Desde lo alto de una duna, Stark vio el campamento: una veintena de servidores, un montón de bestias y equipajes. Aparte, junto a las últimas brasas de una hoguera, los siete viejos. Llevaban suntuosas mantas sobre las togas blancas de Señores Protectores. Ferdias echó una libación sobre las brasas moribundas.

Alzó los ojos hacia los Perros del Norte y los dos terrícolas que ocupaban la cresta de la duna. Stark distinguió claramente su rostro, un rostro fuerte, fiero, implacable. El viento del alba jugaba con su ropa y sus largos cabellos blancos. Sus ojos eran de hielo. Sus compañeros, seis oscuros pilares de rectitud, alzaron también la vista. Pero no dejaron de salmodiar.

—...con sangre preciosa, con vino y fuego, con todas las cosas que hacen la vida sagrada...

El vino chisporroteó y humeó sobre las calientes cenizas.

Gerd gimió.

«¿Qué pasa?» Preguntó Stark.

«No saber, N´Chaka. Heraldos coléricos».

Gerd levantó la cabeza. Bajo los rayos del Viejo Sol, sus ojos ardieron como carbunclos.

«Heraldos quieren matar».

5

Tranquilamente, Stark le dijo a Ashton:

—Ni un gesto de amenaza. Quédate a mi lado.

Ashton asintió. A su pesar, miró a los nueve delgados gigantes que casi tenían la alzada de las monturas. Se apretó en la silla y sujetó fuertemente las riendas.

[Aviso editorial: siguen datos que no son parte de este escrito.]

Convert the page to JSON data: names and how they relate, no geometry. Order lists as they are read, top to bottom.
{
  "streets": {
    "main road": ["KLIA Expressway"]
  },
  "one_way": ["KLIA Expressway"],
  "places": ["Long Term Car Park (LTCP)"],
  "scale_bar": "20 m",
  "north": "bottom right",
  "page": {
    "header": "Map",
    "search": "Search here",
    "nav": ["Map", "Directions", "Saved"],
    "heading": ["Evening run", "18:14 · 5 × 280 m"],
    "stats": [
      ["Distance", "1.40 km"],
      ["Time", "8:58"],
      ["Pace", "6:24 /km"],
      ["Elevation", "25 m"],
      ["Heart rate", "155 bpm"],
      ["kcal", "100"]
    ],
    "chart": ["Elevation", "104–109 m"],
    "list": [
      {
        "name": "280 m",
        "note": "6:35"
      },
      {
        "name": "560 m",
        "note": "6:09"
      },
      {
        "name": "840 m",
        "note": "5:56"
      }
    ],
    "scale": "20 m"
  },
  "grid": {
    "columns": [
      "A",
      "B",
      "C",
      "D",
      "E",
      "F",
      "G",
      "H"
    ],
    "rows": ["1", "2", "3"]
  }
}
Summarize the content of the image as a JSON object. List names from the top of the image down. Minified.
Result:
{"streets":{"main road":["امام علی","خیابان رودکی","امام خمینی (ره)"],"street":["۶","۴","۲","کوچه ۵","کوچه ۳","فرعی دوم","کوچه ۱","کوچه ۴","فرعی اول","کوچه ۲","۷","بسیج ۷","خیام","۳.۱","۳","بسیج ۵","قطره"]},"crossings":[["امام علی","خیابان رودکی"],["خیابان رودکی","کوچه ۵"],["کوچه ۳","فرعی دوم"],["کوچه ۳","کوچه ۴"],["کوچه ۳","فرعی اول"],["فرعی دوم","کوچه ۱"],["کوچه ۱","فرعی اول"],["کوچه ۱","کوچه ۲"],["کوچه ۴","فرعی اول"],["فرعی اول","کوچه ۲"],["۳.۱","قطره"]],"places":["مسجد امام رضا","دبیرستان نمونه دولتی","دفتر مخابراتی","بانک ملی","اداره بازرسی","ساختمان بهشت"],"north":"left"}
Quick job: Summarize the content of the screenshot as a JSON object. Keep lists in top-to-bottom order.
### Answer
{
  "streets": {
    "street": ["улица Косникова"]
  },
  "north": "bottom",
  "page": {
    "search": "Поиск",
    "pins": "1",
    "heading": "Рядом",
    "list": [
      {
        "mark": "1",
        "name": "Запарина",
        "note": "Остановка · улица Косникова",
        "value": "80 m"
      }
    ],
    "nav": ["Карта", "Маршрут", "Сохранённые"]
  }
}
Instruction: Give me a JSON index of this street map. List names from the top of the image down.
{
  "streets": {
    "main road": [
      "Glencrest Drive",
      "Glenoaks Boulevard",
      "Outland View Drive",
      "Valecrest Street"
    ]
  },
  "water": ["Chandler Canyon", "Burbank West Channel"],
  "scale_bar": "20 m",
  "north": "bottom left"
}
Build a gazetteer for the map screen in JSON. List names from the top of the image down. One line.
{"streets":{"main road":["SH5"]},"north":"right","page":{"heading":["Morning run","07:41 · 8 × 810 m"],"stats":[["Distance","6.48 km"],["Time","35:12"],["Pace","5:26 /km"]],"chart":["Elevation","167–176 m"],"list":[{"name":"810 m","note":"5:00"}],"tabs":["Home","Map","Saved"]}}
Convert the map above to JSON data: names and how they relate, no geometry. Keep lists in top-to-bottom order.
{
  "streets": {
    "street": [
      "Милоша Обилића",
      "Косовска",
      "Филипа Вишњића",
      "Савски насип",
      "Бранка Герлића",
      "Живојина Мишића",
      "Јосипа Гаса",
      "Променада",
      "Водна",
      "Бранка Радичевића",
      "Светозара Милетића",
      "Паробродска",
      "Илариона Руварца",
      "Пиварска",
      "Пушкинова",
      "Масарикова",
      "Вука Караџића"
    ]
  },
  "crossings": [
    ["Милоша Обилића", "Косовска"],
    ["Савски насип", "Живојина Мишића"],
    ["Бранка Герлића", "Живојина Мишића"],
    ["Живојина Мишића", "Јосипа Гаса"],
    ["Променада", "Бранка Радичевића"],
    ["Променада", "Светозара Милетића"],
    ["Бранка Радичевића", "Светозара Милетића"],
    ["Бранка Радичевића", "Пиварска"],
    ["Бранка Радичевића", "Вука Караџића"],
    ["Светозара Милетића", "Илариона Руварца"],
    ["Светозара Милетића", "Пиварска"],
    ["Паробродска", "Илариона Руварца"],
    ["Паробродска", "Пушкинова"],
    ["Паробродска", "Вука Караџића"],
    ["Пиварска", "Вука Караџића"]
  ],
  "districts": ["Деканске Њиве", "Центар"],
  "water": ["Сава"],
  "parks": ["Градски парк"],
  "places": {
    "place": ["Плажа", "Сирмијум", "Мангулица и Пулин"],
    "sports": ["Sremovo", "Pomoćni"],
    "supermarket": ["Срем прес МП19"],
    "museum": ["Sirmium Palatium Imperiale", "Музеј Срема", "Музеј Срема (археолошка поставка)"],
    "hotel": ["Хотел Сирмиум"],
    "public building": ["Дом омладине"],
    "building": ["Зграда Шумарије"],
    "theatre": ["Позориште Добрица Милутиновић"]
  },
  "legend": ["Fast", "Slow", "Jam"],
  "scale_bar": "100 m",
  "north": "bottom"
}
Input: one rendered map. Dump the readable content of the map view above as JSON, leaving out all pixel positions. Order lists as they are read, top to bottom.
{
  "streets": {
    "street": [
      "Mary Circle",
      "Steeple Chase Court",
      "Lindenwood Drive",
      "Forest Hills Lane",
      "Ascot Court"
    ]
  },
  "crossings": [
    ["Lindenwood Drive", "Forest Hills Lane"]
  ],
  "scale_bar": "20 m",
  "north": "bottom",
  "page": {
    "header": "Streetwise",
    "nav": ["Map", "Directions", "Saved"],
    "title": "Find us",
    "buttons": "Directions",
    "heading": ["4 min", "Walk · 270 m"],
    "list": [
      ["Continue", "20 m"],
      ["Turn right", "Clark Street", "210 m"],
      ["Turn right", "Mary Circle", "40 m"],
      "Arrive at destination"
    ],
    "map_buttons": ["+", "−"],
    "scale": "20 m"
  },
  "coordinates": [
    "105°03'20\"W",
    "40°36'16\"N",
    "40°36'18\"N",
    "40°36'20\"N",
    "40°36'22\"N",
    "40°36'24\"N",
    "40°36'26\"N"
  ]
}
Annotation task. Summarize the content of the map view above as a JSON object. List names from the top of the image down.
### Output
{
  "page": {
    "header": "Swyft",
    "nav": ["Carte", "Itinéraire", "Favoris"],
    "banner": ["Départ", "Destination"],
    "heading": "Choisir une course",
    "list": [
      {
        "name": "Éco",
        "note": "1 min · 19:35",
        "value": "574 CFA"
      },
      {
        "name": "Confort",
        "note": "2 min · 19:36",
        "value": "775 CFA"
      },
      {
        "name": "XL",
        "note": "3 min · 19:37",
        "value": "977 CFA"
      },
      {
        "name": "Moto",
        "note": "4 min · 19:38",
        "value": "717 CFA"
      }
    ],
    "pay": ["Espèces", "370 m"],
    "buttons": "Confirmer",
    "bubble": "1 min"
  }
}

Stark dejó de pensar en él. Los Perros del Norte eran incapaces de comprender las complejidades de su traición. Según la ley de la jauría, seguían a un nuevo jefe, un jefe que, indudablemente, demostró su derecho a la primacía. Le siguieron hasta la Ciudadela; los servidores, los Yur, a los que debían pleitesía, les atacaron a flechazos. Pero no amenazaron a los Señores Protectores y le prohibieron a N´Chaka que les tocase. Según su lógica, fueron fieles a la misión encomendada: impedir que cualquier ser humano se acercase a la Ciudadela. No consideraban a N´Chaka como un ser humano. Por eso le permitieron penetrar en la Ciudadela.